La mujer decía que iba a ahorcarse; el hombre llevaba ropa cómoda. El caso es que las mujeres rara vez se ahorcan; siguen siendo fieles a los barbitúricos. «Es lo más»: era lo más. «Hay que evolucionar»: ¿Por qué? Los cojines del asiento, entre ellos y yo, estaban destripados. La pareja bajó en Maisons-Alfort. Un creativo de unos veintisiete años se sentó a mi lado.

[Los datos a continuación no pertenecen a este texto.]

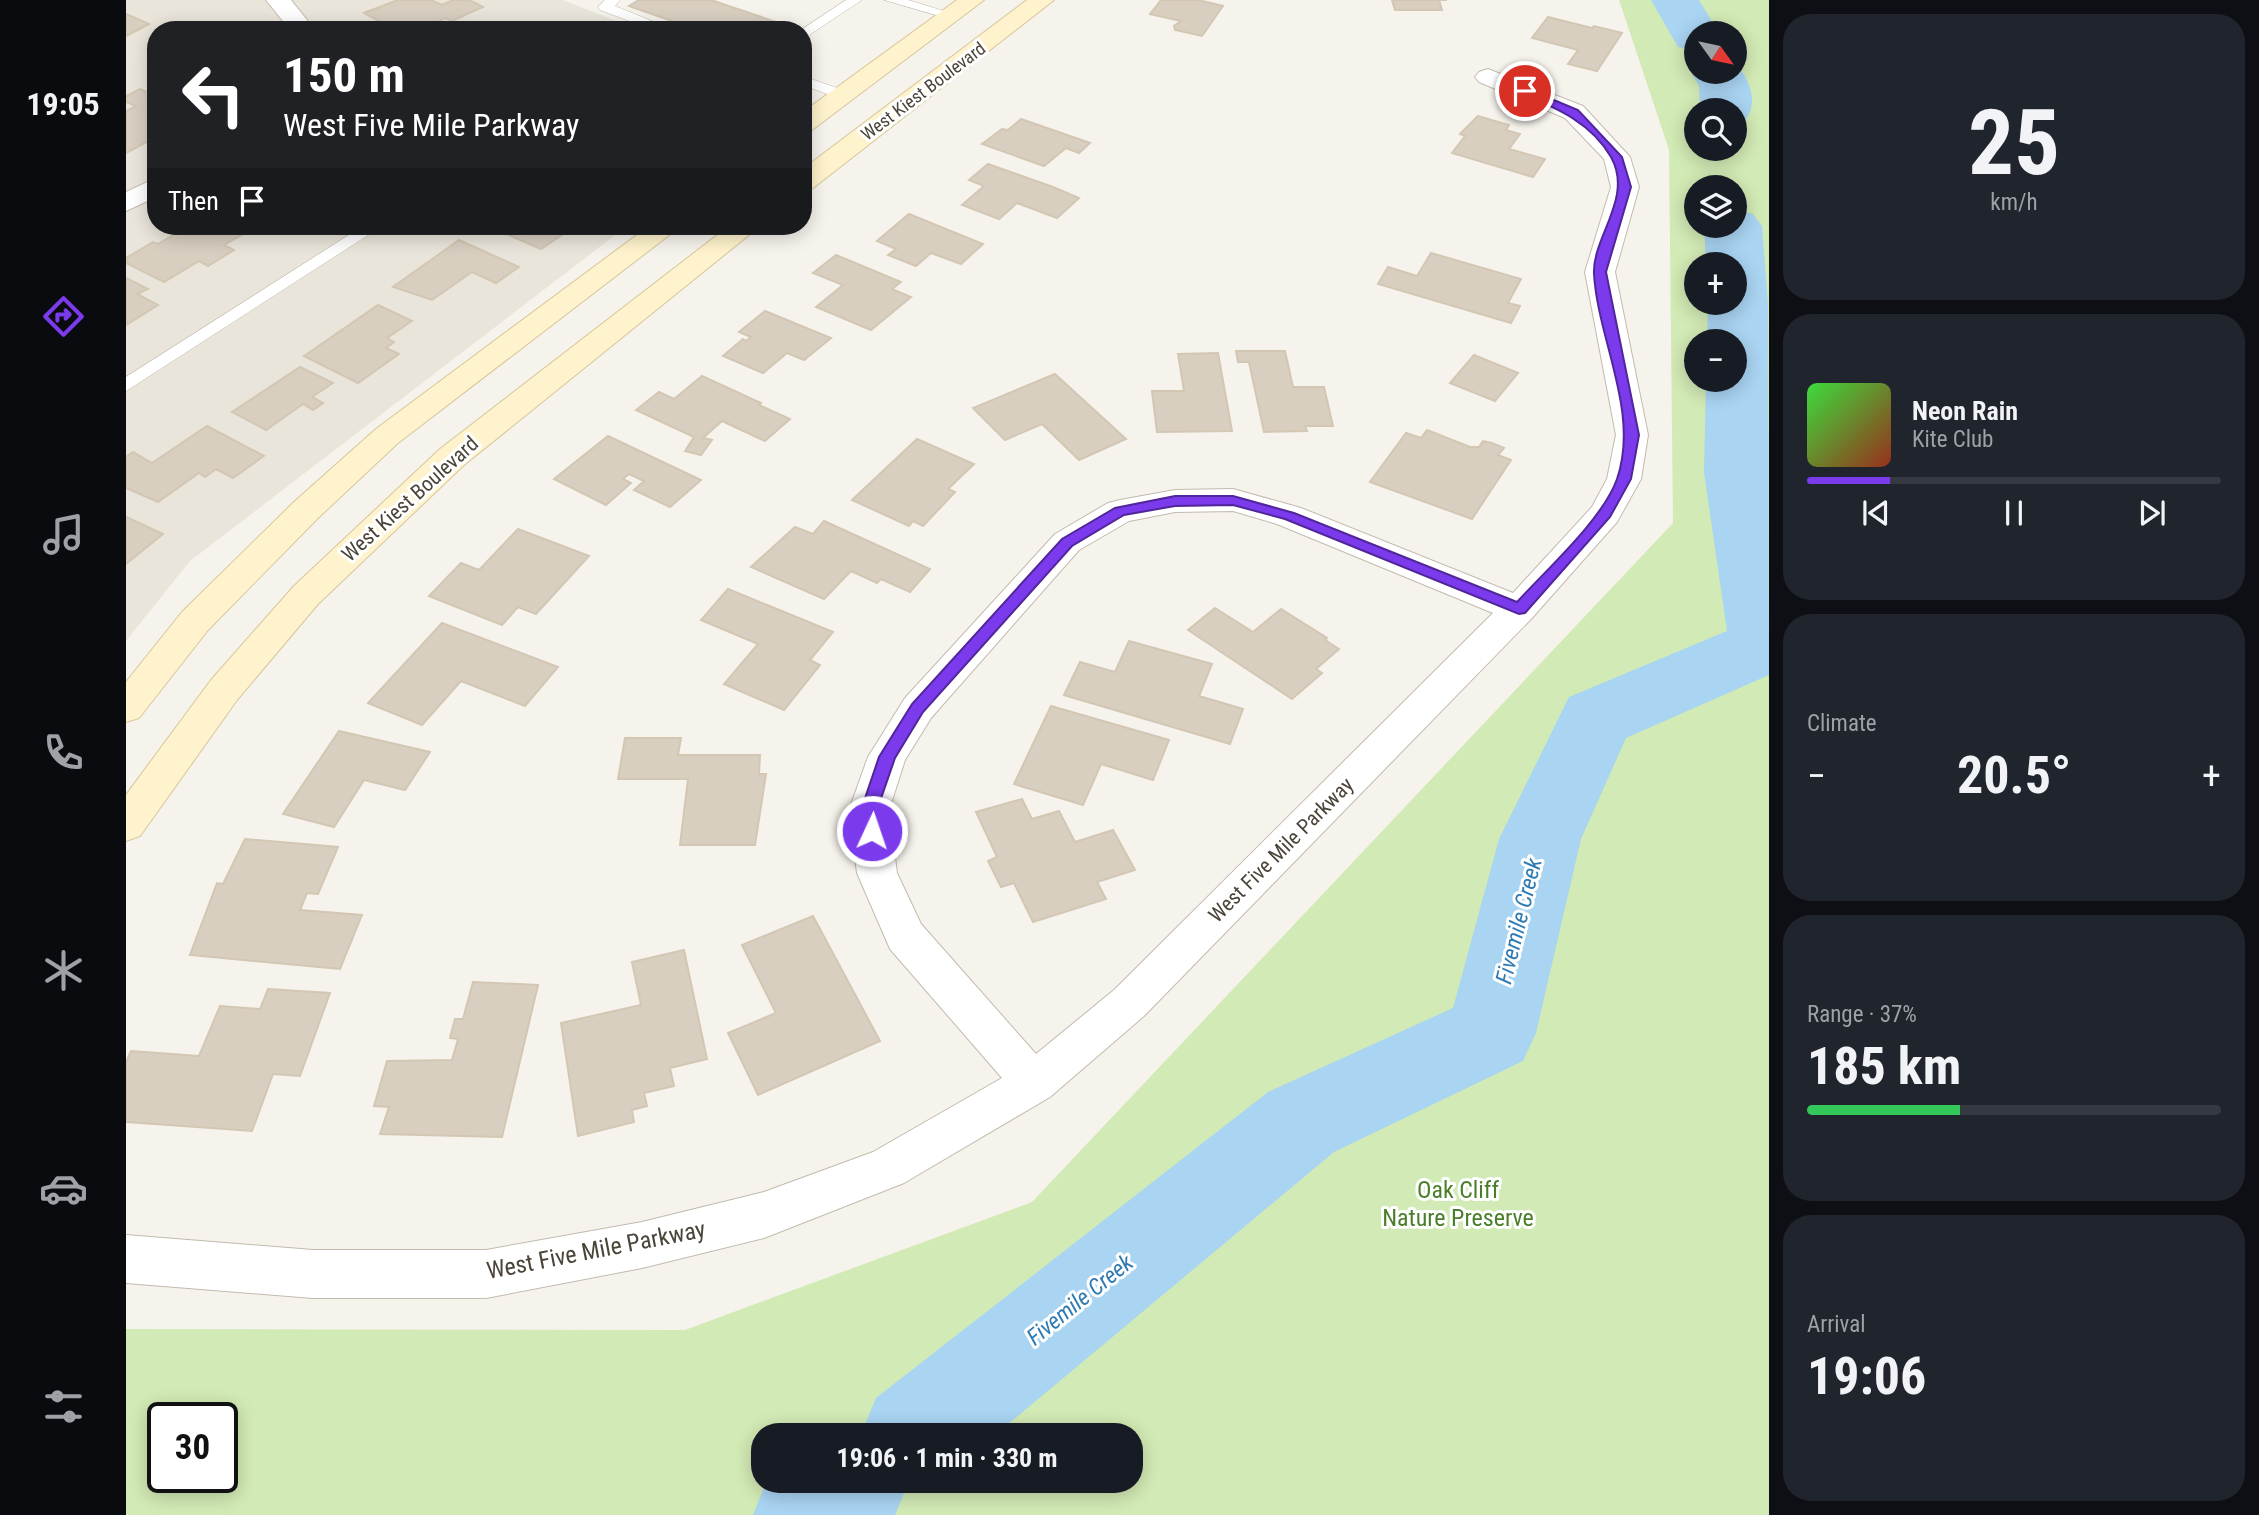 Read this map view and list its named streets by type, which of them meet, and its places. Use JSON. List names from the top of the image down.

Enseguida me cayó antipático (quizás por su coleta, o por el bigotito desfasado; puede que también por cieno parecido con Maupassant). Desplegó una carta de varias páginas y empezó a leerla; nos acercábamos a la estación de Liberté. La carta estaba en inglés, y la había escrito una sueca (lo comprobé ese misma noche en mi Larousse ilustrado; sí, Uppsala está en Suecia, es una ciudad de ciento cincuenta y tres mil habitantes con una universidad muy antigua; no parece que haya mucho más que decir sobre el lugar). El creativo leía despacio, su inglés no era muy bueno, no me costó nada reconstruir los detalles del asunto (me di cuenta, fugazmente, de que mi moralidad no tenía arreglo; pero al fin y al cabo el metro es un lugar público, ¿no?). Según parece, se habían conocido el último invierno en Chamrousse (¡a quién se le ocurre, una sueca yendo a esquiar a los Alpes!). El encuentro había cambiado su vida. Ya no podía hacer otra cosa que pensar en él, y tampoco lo intentaba (en ese momento él puso una cara de vanidad insoportable, se recostó un poco más en el asiento, se alisó el bigote). Por las palabras que usaba, se notaba que ella empezaba a tener miedo. Estaba dispuesta a todo para volver a verlo, pensaba en buscar trabajo en Francia, quizás alguien podría darle alojamiento, había posibilidades como chica
au pair
. Mi vecino frunció el ceño, molesto; sí, cualquier día la vería llegar, sonaba completamente dispuesta a hacer algo así. Ella sabía que él estaba muy ocupado, que tenía muchos negocios entre manos (eso me parecía dudoso; eran las tres de la tarde y el tipo no tenía pinta de llegar tarde a ningún sitio). Entonces él echó una mirada un poco apagada a su alrededor, pero estábamos todavía en la estación de Daumesnil. La carta terminaba con esta frase:
«I love you and I don't want to loose you.»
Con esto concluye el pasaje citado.